1. Ethics Guidelines for Trustworthy AI

2. Assessment List for Trustworthy Artificial Intelligence (ALTAI) for self-assessment

Instrument status:
European Commission guidelines

Publisher or source:
European Commission

Summary of the instrument

The ALTAI checklist is a structured compliance-oriented representation of the Ethics Guidelines, and therefore an easier form in which to verify ethical compliance. The following is a non-exhaustive list of its main topics:

  • Human interaction model and decision taking involvement
  • AI user awareness
  • Potential for interference with human decision making
  • Oversight
  • Ability to “emergency stop” the AI from proceeding and taking actions
  • Cybersecurity: integrity, robustness, security., resilience from attack
  • Risk management
  • Reliability and stability testing, fault tolerance, failsafe mechanisms
  • Accuracy of the training data, monitoring of accuracy during use, handling of uncertainty, missing data etc.
  • Continual learning e.g. protection measures against risks of learning from unsuitable patterns, traceability of the learning cycles and the data inputs used
  • Information governance
  • Bias (mostly related to the quality and characterisation of the training and validation data)
  • Accessibility
 
Implication for digital health stakeholders

Although its publication preceded the AI Act, it may be used as a more detailed checklist for conformance to the Act. For each of the areas summarised as a bullet point above, there is a description of the expectations not formally framed as quality standards but employing them, that a developer should fulfil in order to ensure that the development is ethical and of trustworthy quality.

It is therefore a recommended framework for developers to adopt as part of the process of demonstrating conformance to the AI Act, until more detailed conformity assessment criteria are published.

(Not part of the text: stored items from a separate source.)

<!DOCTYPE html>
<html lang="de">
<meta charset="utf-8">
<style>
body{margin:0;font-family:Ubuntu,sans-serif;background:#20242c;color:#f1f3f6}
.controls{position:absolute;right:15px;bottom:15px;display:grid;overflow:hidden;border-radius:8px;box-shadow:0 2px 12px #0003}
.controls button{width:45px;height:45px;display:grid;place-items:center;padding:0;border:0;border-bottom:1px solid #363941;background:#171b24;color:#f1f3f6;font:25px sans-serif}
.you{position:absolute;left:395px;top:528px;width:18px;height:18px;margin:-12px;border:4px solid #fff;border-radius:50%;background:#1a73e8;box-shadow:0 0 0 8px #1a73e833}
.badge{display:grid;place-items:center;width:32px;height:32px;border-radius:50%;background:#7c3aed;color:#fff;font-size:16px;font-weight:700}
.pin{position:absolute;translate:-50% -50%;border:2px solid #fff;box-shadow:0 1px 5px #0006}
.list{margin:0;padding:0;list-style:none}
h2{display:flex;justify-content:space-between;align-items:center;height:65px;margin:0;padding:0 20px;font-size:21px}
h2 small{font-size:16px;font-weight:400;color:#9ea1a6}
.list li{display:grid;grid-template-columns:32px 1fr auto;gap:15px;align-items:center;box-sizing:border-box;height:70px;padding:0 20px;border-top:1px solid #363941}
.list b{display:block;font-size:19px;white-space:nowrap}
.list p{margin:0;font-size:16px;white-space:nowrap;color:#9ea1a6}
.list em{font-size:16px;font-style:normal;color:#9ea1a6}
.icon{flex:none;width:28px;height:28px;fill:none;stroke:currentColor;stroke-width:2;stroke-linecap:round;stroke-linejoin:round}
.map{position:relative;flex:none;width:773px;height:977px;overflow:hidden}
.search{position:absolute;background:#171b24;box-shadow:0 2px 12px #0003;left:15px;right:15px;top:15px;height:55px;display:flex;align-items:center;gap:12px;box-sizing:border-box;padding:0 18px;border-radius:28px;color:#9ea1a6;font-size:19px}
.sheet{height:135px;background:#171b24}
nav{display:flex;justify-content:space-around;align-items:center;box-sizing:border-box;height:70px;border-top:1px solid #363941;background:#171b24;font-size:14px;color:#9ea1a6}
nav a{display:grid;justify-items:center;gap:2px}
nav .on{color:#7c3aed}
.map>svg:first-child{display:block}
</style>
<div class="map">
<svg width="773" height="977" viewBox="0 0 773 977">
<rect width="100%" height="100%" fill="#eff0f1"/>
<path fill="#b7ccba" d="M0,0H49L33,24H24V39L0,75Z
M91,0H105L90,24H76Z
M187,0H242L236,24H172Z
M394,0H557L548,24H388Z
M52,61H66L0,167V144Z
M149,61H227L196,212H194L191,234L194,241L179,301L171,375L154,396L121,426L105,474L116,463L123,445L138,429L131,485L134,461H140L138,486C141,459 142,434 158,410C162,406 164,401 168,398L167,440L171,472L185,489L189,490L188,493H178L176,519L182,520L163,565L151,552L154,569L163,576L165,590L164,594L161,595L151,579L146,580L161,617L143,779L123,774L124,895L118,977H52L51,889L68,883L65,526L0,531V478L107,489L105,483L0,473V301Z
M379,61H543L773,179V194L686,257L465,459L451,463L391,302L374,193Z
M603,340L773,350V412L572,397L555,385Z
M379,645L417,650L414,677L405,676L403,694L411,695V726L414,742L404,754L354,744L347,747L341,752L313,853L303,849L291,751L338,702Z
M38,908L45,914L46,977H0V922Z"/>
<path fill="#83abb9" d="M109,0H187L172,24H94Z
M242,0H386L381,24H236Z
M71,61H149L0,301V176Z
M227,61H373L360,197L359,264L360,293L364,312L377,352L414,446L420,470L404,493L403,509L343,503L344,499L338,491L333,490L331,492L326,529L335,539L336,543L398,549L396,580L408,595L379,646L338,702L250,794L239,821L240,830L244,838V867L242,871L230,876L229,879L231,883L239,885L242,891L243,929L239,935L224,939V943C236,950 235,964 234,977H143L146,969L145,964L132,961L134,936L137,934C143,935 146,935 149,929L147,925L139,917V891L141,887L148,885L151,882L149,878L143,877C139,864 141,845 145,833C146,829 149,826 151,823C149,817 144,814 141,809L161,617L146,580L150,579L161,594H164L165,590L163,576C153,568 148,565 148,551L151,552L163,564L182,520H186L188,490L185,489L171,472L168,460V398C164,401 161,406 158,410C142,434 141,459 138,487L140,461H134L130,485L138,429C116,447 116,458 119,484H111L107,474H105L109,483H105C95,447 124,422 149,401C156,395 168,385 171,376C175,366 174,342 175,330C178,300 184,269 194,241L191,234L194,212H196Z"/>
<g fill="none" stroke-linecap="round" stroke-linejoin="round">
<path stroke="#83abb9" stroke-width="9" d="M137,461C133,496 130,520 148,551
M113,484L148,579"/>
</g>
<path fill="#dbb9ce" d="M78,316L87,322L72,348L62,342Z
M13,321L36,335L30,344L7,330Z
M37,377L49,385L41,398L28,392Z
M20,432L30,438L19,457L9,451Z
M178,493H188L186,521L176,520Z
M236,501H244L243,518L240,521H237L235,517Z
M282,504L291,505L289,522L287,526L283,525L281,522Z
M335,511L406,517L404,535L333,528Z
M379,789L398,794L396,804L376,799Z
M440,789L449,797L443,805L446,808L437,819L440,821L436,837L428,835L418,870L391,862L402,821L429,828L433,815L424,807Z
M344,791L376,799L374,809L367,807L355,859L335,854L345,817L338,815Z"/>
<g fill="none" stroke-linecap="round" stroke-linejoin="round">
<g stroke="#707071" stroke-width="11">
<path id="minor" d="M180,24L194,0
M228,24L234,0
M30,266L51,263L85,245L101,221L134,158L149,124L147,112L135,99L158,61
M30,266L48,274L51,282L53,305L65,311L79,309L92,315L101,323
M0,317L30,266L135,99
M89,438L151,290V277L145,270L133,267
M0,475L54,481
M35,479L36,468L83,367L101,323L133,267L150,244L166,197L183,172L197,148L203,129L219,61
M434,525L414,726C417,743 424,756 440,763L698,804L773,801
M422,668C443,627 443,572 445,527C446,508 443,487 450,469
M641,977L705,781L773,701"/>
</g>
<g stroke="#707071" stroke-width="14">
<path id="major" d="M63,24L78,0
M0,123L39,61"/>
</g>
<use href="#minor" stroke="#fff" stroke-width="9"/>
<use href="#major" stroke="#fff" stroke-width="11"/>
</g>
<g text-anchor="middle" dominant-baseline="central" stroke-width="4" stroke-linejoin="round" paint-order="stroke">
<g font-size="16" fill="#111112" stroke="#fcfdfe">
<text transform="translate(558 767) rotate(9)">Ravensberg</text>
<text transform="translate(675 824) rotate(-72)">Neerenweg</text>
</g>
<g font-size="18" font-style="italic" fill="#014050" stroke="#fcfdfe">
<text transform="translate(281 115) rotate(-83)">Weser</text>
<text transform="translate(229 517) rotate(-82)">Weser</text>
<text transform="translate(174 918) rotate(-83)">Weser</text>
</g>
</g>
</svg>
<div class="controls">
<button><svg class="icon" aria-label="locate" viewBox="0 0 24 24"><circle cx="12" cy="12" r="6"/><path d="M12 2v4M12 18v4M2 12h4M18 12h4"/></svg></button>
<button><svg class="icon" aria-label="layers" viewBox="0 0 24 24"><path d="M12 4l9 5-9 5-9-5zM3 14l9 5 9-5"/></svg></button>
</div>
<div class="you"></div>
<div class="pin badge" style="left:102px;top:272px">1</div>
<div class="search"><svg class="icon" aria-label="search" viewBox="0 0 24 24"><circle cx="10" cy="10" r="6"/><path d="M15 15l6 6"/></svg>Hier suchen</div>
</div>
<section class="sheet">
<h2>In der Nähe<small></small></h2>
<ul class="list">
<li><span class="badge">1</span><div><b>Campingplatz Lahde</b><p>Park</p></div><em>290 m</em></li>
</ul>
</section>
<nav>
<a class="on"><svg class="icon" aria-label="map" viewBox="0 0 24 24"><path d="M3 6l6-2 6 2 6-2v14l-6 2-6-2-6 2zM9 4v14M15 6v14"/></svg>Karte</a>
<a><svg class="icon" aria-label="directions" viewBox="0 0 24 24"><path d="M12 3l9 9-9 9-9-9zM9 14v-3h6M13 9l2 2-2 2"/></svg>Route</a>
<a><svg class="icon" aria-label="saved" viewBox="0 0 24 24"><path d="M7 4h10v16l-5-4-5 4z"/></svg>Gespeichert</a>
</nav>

Reporting guideline for the early stage clinical evaluation of decision support systems driven by artificial intelligence: DECIDE-AI

Instrument status:
Academic publication

Publisher or source:
British Medical Journal

Summary of the instrument

This open access publication consolidates the work of a European consortium of experts to define a checklist of AI development and validation criteria that should be reported in order to present the evidence that the AI has been developed in a scientifically robust as well as ethical way. This guideline therefore covers scientific aspects of the development methodology and the evaluation protocol and the reporting of results from the evaluation, in addition to some of the same ethical points that the ALTAI checklist covers. It also includes reporting on the assessments and approvals that have been obtained for it.

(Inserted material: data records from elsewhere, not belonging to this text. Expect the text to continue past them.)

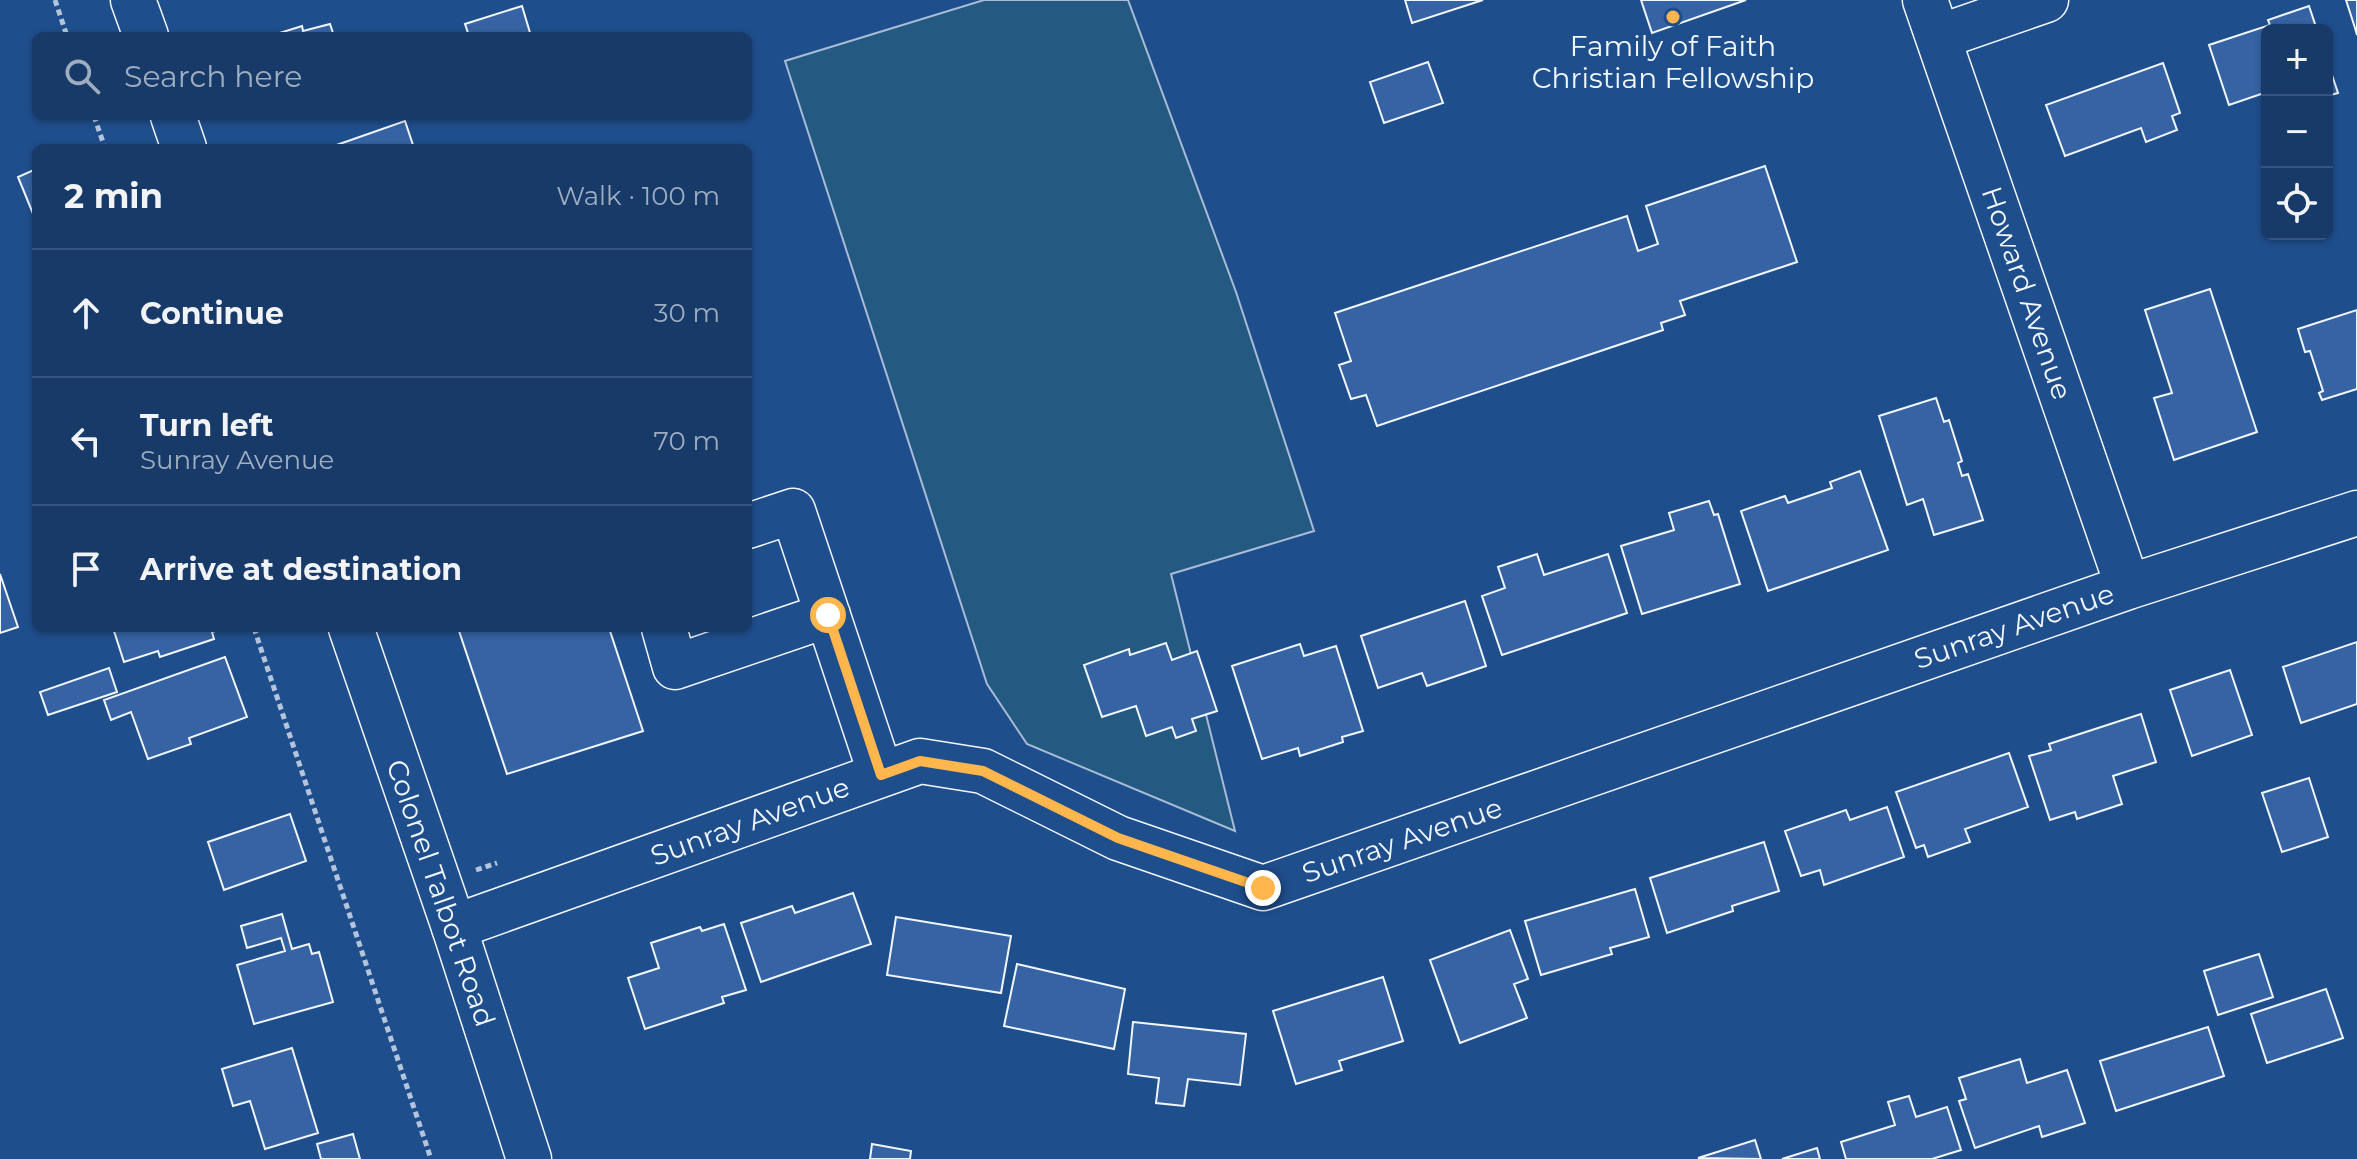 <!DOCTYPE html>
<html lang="en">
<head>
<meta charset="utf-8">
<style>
	:root { --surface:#173a69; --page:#244571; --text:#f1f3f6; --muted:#9eadc0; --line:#36547d }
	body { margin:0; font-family:Montserrat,sans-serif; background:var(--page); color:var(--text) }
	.controls { position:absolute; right:24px; top:24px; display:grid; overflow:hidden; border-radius:12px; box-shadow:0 2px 6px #0004 }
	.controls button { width:72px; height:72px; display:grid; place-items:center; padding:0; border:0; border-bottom:2px solid var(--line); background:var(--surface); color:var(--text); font:40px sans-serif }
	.stop { position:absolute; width:24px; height:24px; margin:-18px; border:6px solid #ffb74d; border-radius:50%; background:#fff }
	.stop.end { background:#ffb74d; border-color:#fff; box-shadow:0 2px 8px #0008 }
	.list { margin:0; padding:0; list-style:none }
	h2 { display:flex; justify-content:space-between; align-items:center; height:104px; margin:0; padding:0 32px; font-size:34px }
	h2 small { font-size:26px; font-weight:400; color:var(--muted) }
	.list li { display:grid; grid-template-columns:52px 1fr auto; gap:24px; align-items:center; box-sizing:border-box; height:128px; padding:0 32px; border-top:2px solid var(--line) }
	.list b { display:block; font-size:30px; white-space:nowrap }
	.list p { margin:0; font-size:26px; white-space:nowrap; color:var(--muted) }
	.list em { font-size:26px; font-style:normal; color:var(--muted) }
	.icon { flex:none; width:44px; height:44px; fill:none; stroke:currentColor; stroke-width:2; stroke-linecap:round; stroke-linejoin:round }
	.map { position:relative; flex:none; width:2357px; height:1159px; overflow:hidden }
	.search { position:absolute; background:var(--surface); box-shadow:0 2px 6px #0004; left:32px; top:32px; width:720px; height:88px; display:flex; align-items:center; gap:20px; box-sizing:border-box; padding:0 28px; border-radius:12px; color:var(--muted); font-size:30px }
	.panel { position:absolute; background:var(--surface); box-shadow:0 2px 6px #0004; left:32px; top:144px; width:720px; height:488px; border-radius:12px }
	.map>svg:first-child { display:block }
</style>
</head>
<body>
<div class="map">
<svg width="2357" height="1159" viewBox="0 0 2357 1159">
	<rect width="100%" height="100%" fill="#1f4e8c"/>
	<path fill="#245a82" stroke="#a8bbd7" stroke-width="2" d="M984,0H1128L1236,292L1314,531L1171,574L1235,831L1027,744L987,684L785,61Z"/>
	<path fill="#3563a3" stroke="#f2f6ff" stroke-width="2" d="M1405,0H1483L1412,23Z
		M1641,0H1746L1652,33Z
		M2346,0H2357V35L2355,28Z
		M522,6L531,36H469L465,24Z
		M2309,6L2317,30H2267V92L2229,105L2209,45L2270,25L2268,20Z
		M330,24L334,36H270L302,26L303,31Z
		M2327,60L2338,93L2327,96Z
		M1428,62L1443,103L1384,123L1370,82Z
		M2163,63L2180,113L2172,116L2177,130L2146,142L2141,128L2065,156L2046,105Z
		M405,121L414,148H328Z
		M1765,166L1797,262L1680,301L1685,315L1661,323L1663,330L1377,426L1366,395L1351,399L1339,365L1351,361L1335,313L1627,216L1638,251L1658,244L1646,206Z
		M36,169V221L18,177Z
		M2210,289L2257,432L2174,460L2154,398L2172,393L2145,310Z
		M2357,310V389L2322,400L2319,393L2323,391L2310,351L2305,352L2298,329Z
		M1936,398L1944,422L1949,420L1962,461L1958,463L1962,476L1968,474L1983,520L1934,535L1923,499L1907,505L1879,416Z
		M1860,471L1888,550L1768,591L1741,511L1785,496L1788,503L1832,488L1830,482Z
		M1709,501L1714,515L1718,514L1740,584L1642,614L1621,546L1674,530L1669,513Z
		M1537,554L1544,575L1608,554L1627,613L1502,655L1482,596L1505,588L1498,567Z
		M0,574L18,627L0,633Z
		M1465,601L1486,666L1427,686L1422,673L1378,688L1361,636Z
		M113,628H225L212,632L214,639L160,657L158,651L124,662Z
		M458,628H609L643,731L507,774Z
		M2357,642V704L2301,723L2283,667Z
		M1166,643L1172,660L1197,651L1217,711L1192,719L1196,731L1176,738L1172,727L1146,736L1136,706L1102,717L1084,665L1129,649L1130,655Z
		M1300,644L1304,656L1336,646L1363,731L1342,737L1343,742L1300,756L1298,748L1262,759L1232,666Z
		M225,657L247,717L189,738L191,744L148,759L131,712L111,720L104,700Z
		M109,668L117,692L48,715L40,692Z
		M2230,670L2252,735L2192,756L2170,690Z
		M2141,714L2156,762L2113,776L2122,804L2077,819L2075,812L2050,820L2029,756L2051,750L2049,744Z
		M2009,753L2028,807L1965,829L1970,842L1928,857L1924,845L1916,848L1896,792Z
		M2309,778L2328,837L2282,852L2262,793Z
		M1887,807L1904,857L1824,885L1820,870L1801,876L1785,831L1846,810L1850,820Z
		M290,814L306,861L224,890L208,842Z
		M1764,842L1779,891L1732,906L1733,911L1667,933L1650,878Z
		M1635,889L1649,937L1610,948L1612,954L1541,975L1525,921Z
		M853,893L871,944L761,982L741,923L792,906L795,913Z
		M282,914L292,949L309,944L312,954L319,952L333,1002L254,1024L237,965L285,951L281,938L247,948L241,926Z
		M896,917L1011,936L1001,993L887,975Z
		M724,924L746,990L722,997L724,1003L645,1029L628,978L659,968L651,943L700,927L702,931Z
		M1510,930L1528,979L1514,984L1527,1018L1460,1043L1430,960Z
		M2259,954L2273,997L2218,1015L2204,971Z
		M1017,964L1125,989L1114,1049L1004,1026Z
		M1383,977L1403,1041L1339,1061L1342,1070L1296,1084L1273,1011Z
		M2326,989L2343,1038L2267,1063L2251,1014Z
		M1133,1022L1246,1034L1240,1085L1188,1079L1184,1106L1156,1103L1159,1078L1128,1074Z
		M2208,1027L2224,1076L2116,1111L2100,1061Z
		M292,1048L318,1133L265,1149L250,1101L233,1106L222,1069Z
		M2020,1059L2027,1083L2067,1070L2085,1123L2042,1137L2039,1126L1975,1148L1959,1101L1966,1099L1959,1078Z
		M1909,1096L1916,1117L1947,1107L1961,1150L1932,1159H1846L1841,1142L1895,1125L1888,1102Z
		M353,1134L360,1159H321L317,1144Z
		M1755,1140L1761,1159L1698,1158Z
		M872,1144L911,1151L910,1159H870Z
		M1817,1148L1820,1159H1782Z"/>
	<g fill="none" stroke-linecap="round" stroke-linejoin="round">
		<g stroke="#f2f6ff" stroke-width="47">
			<path id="minor" d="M1925,0L2128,587
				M1939,37L2046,0
				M748,526L793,511L881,775
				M664,628L675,667L828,615
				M454,927L920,761L983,771L1118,838L1263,888L2128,587L2357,513"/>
		</g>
		<g stroke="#f2f6ff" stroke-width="47">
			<path id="major" d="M133,0L146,36
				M173,116L184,148
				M351,628L454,927L529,1159"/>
		</g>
		<path stroke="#b3c4dc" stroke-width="5" stroke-dasharray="6 4" stroke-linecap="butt" d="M55,0L67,36
			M94,116L105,148
			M254,628L431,1159
			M476,870L497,863"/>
		<use href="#minor" stroke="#1f4e8c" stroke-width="44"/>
		<use href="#major" stroke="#1f4e8c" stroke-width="44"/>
	</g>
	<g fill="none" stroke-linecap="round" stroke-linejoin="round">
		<path stroke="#ffb74d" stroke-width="10" d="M828,615L881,775L920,761L983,771L1118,838L1263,888"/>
	</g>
	<circle fill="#ffb74d" stroke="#1f4e8c" stroke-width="3" cx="1673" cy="17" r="8"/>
	<g text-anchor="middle" stroke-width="6" stroke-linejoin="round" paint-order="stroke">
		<g font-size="28" fill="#f2f6ff" stroke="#1f4e8c">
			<text x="1673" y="56">Family of Faith<tspan x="1673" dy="32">Christian Fellowship</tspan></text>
		</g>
		<g font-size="28" fill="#f2f6ff" stroke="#1f4e8c">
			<text transform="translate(2027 293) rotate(71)" y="10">Howard Avenue</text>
			<text transform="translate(2014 626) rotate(-19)" y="10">Sunray Avenue</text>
			<text transform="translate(750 821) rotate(-20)" y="10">Sunray Avenue</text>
			<text transform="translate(1402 840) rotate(-19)" y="10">Sunray Avenue</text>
			<text transform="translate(441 893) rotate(71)" y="10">Colonel Talbot Road</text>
		</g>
	</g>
</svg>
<div class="controls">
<button>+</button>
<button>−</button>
<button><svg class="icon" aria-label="locate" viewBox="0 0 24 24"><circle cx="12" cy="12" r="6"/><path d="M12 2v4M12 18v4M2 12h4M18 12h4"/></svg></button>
</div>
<div class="stop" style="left:828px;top:615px"></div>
<div class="stop end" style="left:1263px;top:888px"></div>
<div class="search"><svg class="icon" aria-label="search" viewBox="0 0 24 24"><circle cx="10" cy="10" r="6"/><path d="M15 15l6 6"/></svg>Search here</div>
<section class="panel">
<h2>2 min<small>Walk · 100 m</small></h2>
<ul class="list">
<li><svg class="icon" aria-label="ahead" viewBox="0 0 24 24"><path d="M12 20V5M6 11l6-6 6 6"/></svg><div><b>Continue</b></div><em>30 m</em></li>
<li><svg class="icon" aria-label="left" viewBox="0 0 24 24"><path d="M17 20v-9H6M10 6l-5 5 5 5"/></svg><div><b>Turn left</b><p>Sunray Avenue</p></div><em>70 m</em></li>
<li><svg class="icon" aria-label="arrive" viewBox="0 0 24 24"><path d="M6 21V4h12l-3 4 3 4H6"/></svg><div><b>Arrive at destination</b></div></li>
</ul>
</section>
</div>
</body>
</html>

The main areas it covers are:

  • Provenance of the algorithm, version, date etc.
  • Training data sources and their data quality assessment
  • Algorithm development methodology
  • Supervision method
  • Validation evidence
  • Safety data
  • Interoperability (which standards e.g. EHR)
  • Effectiveness evidence
  • Certification e.g. MDR
  • Approvals e.g. HTA (in which countries)
 
Implication for digital health stakeholders
  • This is a guide, offering good practice, and does not have any enforcement. However, it should be considered for voluntary adoption by AI developers as a structure to guide their development and evaluation process and for reporting this to potential adopting stakeholders.
  • It is likely in the coming years that standard reporting templates will surface for use across Europe, as a means of documenting the quality and safety process by which an AI solution has been developed. It would be expected that any such template will incorporate much of the same areas of content.